-- Work to be completed --
Quote the entries below from the line with "display:block; font-size:28px; line-height:34px" through the line with "display:flex; justify-content:space-around; direction:ltr", both ends included, and only those lines.

*** Opening of Source material ***

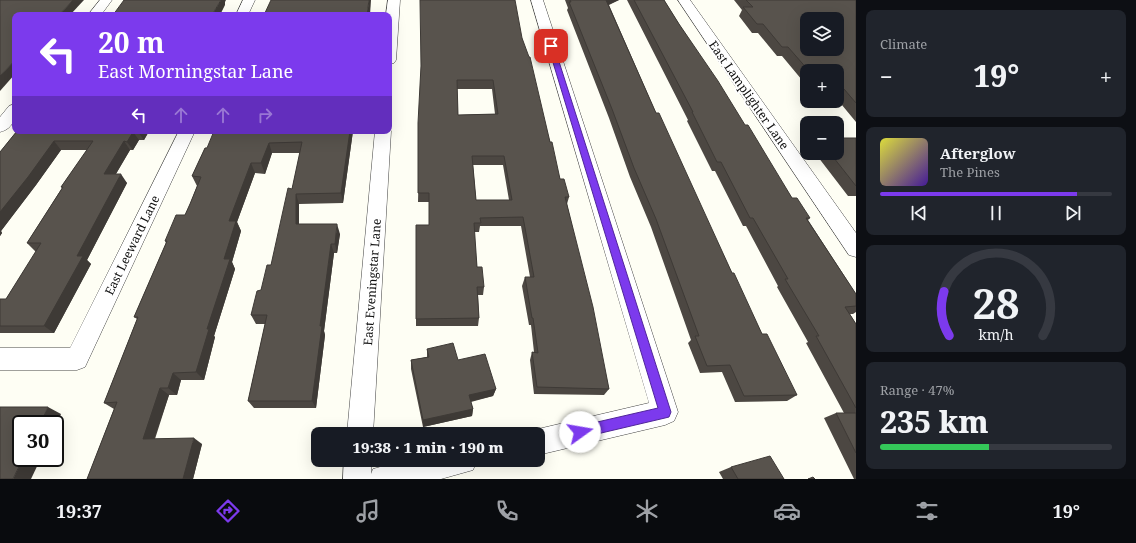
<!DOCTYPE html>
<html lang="en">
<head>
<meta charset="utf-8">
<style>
	body { margin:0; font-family:"Noto Serif",serif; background:#20242c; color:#f1f3f6; height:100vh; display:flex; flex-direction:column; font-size:15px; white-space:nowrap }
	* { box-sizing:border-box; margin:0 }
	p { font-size:13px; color:#9ea1a6 }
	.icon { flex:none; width:22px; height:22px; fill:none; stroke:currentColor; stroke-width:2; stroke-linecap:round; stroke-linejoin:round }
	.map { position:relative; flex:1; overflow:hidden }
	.sheet { display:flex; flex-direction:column; gap:10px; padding:10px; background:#0d0f14; width:280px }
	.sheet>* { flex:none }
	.banner { position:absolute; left:12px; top:12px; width:380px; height:122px; border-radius:8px; box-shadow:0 4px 16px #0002; background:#7c3aed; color:#fff; overflow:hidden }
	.fabs { position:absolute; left:800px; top:12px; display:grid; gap:8px }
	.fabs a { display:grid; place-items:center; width:44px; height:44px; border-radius:8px; background:#171b24; box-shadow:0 4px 16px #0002; font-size:20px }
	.speed { position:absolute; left:12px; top:415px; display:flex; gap:8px; font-size:20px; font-weight:700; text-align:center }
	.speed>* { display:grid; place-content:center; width:52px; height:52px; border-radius:50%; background:#171b24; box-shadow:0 4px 16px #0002; line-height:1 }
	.speed .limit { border:2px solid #111; border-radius:6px; background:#fff; color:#111 }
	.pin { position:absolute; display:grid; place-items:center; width:34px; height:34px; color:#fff; margin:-17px; border-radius:8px; box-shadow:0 2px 6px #0006 }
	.me { position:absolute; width:44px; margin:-22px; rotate:77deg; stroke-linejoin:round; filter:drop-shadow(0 0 3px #0008) }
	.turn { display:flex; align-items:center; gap:14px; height:84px; padding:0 20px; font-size:18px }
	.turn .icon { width:52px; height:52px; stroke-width:2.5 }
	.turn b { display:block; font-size:28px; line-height:34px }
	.lanes { display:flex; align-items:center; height:38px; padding:0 20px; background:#0003; justify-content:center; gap:20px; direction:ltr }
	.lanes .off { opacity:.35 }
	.big { font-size:30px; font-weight:800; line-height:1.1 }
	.sheet .card { flex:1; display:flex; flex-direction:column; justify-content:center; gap:6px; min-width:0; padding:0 14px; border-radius:8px; background:#20242c }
	.sheet .dial { align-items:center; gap:0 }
	.dial svg { height:104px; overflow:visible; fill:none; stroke:#363941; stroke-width:7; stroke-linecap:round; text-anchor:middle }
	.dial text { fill:#f1f3f6; stroke:none }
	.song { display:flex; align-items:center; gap:12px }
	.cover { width:48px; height:48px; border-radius:6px; background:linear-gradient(135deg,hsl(60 70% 55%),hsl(260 70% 35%)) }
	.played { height:4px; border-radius:2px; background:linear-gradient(90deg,#7c3aed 85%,#363941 85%) }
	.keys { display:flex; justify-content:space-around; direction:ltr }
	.heat { display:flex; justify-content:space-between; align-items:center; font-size:22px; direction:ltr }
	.charge { height:6px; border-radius:3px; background:linear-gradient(90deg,#34c759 47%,#363941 0) }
	.trip { position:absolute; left:311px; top:427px; width:234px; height:40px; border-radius:8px; background:#171b24; box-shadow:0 4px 16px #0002; font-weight:800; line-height:40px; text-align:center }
	.menu { display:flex; height:64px; justify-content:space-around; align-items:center; background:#090b0e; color:#9ea1a6 }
	.menu .icon { width:28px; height:28px }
	.menu .active { color:#7c3aed }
	.menu b { font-size:18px; color:#f1f3f6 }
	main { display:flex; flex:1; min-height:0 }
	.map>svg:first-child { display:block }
</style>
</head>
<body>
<main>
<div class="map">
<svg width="856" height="479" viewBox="0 0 856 479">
	<rect width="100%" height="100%" fill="#fefef4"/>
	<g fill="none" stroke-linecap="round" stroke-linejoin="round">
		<defs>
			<g id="minor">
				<path d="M100,0H112L101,15H88Z"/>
				<path d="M243,0H255L248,15H236Z"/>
				<path d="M388,0H400L396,60L394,63L389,64V15H386Z"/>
				<path d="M531,0H543L678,412L674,421L665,425L538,455V434H528L529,433L538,429L649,403Z"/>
				<path d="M678,0H690L856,233V257L849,255Z"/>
				<path d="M15,104C15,117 15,128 0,132V117L9,106Z"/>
				<path d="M389,128L391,131L373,434H347L375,131H389Z"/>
				<path d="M179,131H195L85,367L77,370H0V348H70Z"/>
				<path d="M344,460H372L371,474L373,469L405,460H477L473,470L441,479H343Z"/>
			</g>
		</defs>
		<!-- minor casing -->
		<use href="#minor" stroke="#434343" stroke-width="1"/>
		<!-- minor -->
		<use href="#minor" fill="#fff" fill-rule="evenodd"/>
	</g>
	<!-- wall -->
	<g fill="#4c4742" fill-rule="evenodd">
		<path d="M565,0H619L609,5L656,113L732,273L762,334L797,395L787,401L735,402L722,372L700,373L688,343L691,340L651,227L630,177L609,118L567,10L568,8Z"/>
		<path d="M627,0H664L679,24L792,198L810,218L808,220L856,294V312L853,314H850L856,324V479H854L824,418L836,413H844L806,343L808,342L777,287L778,286L746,226H743L715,171H712L687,121L688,120Z"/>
		<path d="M734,0H856V122L837,99V71H807V86L782,56H777L758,33H752L739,16L742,10Z"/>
		<path d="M522,38L550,142L560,179L569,197L567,204L609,389L604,395L534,394L530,360L532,352H534L531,325H529L522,286L525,277H530L521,226H480L479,232H474L477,267L484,287L483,295H478L479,318L478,326H416V319L429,225V202H418L421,66ZM457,89H492L495,114L458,115ZM473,165H503L509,200H476Z"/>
		<path d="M17,131H151V133H148L144,140H139L133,150H130L116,174L127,183L87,260L91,264L54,333H0V299H6L36,252L27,243L62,188L61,187L87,150H61L36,185L1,231L2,233L0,236V152Z"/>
		<path d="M353,131L343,203L299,204V224L340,234L337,253H334L324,331L325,335L316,408H254L248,401L265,324H256L251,315L271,265L292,189L300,153H272L265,174L255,173L237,222L241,231L232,262L235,269L214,336L215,337L204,380H181L177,395H169L155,439L202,444L193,479H87L114,409L104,403L137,319L134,317L166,243L165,241L185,215L190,204L197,186L192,176L205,148Z"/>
		<path d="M856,138V196H848L815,153H837Z"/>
		<path d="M427,349L458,360L496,389L493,396L471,402L473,409L472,416L423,427L411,369V360L427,357Z"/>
		<path d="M731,467L784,479H723L719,472Z"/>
	</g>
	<!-- shaded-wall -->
	<g fill="#3e3a36">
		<path d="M73,0H84L70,15H59Z"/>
		<path d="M221,0H226L225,2V5L220,15H212Z"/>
		<path d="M369,0H371L370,15H367Z"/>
		<path d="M606,0H619L603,7Z"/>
		<path d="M15,60V74L0,91V76Z"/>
		<path d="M138,131H147L148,133L144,140L138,132Z"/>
		<path d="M350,131H353L343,203L341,193Z"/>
		<path d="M133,132L139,140L133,150L127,142Z"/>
		<path d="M54,141L61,150L36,185L1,231L2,233L0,236V212Z"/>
		<path d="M124,141L130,150L111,182L104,174Z"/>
		<path d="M269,143L272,153L265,174L261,163Z"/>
		<path d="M251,163L255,173L237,222L241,231L232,262L235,269L214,336L215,337L204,380L196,372L224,259L229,221Z"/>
		<path d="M121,174L127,183L87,260L91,264L54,333L44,326L77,256Z"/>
		<path d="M296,194L299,204V234L296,224Z"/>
		<path d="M337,224L340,234L337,253L335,244Z"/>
		<path d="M331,244L334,253L324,331L325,335L316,408L312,401L320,326Z"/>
		<path d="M173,373L181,380L177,395L168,388Z"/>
		<path d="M160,388L169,395L152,445L143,439Z"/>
		<path d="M496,389L493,396L468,402L469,395Z"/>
		<path d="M48,407L61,414L55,428V424H40Z"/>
		<path d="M473,409L472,416L423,427V420Z"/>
		<path d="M194,438L202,444L193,479H183Z"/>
		<path d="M23,458H41L31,479H13Z"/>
	</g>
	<!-- building -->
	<g fill="#58534d" stroke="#3e3a36" fill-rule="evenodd">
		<path d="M0,0H73L59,15H15V60L0,76Z"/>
		<path d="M124,0H221L212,15H113Z"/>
		<path d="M271,0H369L367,15H264Z"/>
		<path d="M420,0H515L522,38L529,57H530L550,142H552L560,179H564L569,197H565L593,307L609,389L537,387L532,352L538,353L533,318H532L525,277H534L523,217L480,218L481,223H474L477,267H482L484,287H477L479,318L416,319V225H429V193H418V123L421,66ZM457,80H493L498,114L458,115ZM472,156H504L512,200H476Z"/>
		<path d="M570,0H606L656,113H659L732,273H734L762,334H767L797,395L744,396L730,365L707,366L695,336H699L656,219L634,168L612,109L569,2H571Z"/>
		<path d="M634,0H664L679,24L718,81L745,125H748L792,198H797L810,218H806L856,294V306L845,307L856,324V408L816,336H819L785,279H788L753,218H750L721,162H717L692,112H693Z"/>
		<path d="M746,0H856V103L844,89H837V71H809L788,47H782L763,24H757L743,7H753ZM807,19H837V49H807Z"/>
		<path d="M17,131H138L133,132L127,142L124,141L104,174H121L77,256H83L44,326H0V299H6L41,243H27L63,187H61L93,141H54L28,177L0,212V152Z"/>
		<path d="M214,131H350L341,193L296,194V224H337L335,244H331L320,326H322L312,401H248L267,315H251L257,291L261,290L267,265H271L288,188L292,189L302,142L269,143L261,163H251L229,221H236L224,259H230L207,329H209L196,372L173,373L168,388H160L143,439L194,438L183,479H87L117,402L104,403L138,317H134L167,241H165L176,215H185L190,204L201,177L192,176L205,148H207Z"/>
		<path d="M837,138H856V186L830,153H837Z"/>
		<path d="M453,343L458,360L485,354L496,389L469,395L473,409L423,420L411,360L429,357L427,349Z"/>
		<path d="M0,407H48L40,424H21V458H23L13,479H0Z"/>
		<path d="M836,413H856V453Z"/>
		<path d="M770,456L784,479H738L731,467Z"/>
		<path d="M813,477L815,479H808Z"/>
	</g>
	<!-- route -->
	<path fill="#7c3aed" stroke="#51269a" d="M549,44L554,46L671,412L669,417L665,418L580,438L576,437L574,432L576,428L580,426L658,408L548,46Z"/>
	<g text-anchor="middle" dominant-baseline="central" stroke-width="4" stroke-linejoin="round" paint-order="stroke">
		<!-- street labels -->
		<g font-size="12" fill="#101010" stroke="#fff">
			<text transform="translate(749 95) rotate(55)">East Lamplighter Lane</text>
			<text transform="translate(132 245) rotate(-64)">East Leeward Lane</text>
			<text transform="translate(372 282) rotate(-86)">East Eveningstar Lane</text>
		</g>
	</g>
</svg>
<div class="fabs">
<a><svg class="icon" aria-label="layers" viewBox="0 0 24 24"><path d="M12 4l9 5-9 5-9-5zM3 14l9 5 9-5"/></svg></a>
<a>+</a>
<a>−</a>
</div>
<div class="speed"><div class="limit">30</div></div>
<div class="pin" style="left:551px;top:46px;background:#d93025"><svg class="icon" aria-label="arrive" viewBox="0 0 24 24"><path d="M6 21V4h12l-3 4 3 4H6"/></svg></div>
<svg class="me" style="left:580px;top:432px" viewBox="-20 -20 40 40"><circle r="19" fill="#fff"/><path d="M0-13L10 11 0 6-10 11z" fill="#7c3aed"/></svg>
<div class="trip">19:38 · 1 min · 190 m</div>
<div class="banner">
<div class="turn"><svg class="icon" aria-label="left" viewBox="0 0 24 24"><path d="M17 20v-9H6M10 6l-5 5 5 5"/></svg><div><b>20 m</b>East Morningstar Lane</div></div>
<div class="lanes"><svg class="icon" aria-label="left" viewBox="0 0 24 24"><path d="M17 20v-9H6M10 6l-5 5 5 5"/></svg><svg class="icon off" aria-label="ahead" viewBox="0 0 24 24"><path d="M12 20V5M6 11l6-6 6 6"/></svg><svg class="icon off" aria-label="ahead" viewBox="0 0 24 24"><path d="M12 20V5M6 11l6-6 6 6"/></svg><svg class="icon off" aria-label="right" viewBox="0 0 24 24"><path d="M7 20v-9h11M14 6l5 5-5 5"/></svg></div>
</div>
</div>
<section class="sheet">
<div class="card"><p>Climate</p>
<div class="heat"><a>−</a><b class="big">19°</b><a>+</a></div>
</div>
<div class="card">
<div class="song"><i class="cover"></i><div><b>Afterglow</b><p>The Pines</p></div></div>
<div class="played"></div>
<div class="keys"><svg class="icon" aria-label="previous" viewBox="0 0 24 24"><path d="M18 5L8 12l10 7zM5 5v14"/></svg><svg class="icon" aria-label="pause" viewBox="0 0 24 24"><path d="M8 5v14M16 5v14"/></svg><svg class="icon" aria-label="next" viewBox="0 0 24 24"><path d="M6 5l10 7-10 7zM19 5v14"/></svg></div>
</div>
<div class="card dial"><svg viewBox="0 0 100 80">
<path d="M14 69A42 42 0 1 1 86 69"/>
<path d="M14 69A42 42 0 0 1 10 35" stroke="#7c3aed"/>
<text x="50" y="56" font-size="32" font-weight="700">28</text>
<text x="50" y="72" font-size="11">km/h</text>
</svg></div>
<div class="card"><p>Range · 47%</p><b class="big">235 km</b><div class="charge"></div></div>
</section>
</main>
<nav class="menu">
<b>19:37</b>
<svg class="icon active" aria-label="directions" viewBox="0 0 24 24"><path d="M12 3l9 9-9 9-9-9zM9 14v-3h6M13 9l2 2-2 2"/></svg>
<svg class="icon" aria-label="music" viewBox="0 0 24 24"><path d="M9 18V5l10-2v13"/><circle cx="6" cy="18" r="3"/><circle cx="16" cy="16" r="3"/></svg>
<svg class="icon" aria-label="phone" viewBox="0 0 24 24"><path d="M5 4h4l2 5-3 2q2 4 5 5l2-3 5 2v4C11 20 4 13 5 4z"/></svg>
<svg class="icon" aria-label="climate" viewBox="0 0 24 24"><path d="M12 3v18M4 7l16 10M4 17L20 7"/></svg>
<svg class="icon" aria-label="car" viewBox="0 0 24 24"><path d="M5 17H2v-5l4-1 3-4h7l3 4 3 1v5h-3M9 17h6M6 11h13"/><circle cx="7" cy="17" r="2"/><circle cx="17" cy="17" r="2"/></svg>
<svg class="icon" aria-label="filters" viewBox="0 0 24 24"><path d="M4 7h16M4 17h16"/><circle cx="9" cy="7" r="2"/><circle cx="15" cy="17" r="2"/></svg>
<b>19°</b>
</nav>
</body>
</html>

*** Close of Source material ***

-- Task response --
	.turn b { display:block; font-size:28px; line-height:34px }
	.lanes { display:flex; align-items:center; height:38px; padding:0 20px; background:#0003; justify-content:center; gap:20px; direction:ltr }
	.lanes .off { opacity:.35 }
	.big { font-size:30px; font-weight:800; line-height:1.1 }
	.sheet .card { flex:1; display:flex; flex-direction:column; justify-content:center; gap:6px; min-width:0; padding:0 14px; border-radius:8px; background:#20242c }
	.sheet .dial { align-items:center; gap:0 }
	.dial svg { height:104px; overflow:visible; fill:none; stroke:#363941; stroke-width:7; stroke-linecap:round; text-anchor:middle }
	.dial text { fill:#f1f3f6; stroke:none }
	.song { display:flex; align-items:center; gap:12px }
	.cover { width:48px; height:48px; border-radius:6px; background:linear-gradient(135deg,hsl(60 70% 55%),hsl(260 70% 35%)) }
	.played { height:4px; border-radius:2px; background:linear-gradient(90deg,#7c3aed 85%,#363941 85%) }
	.keys { display:flex; justify-content:space-around; direction:ltr }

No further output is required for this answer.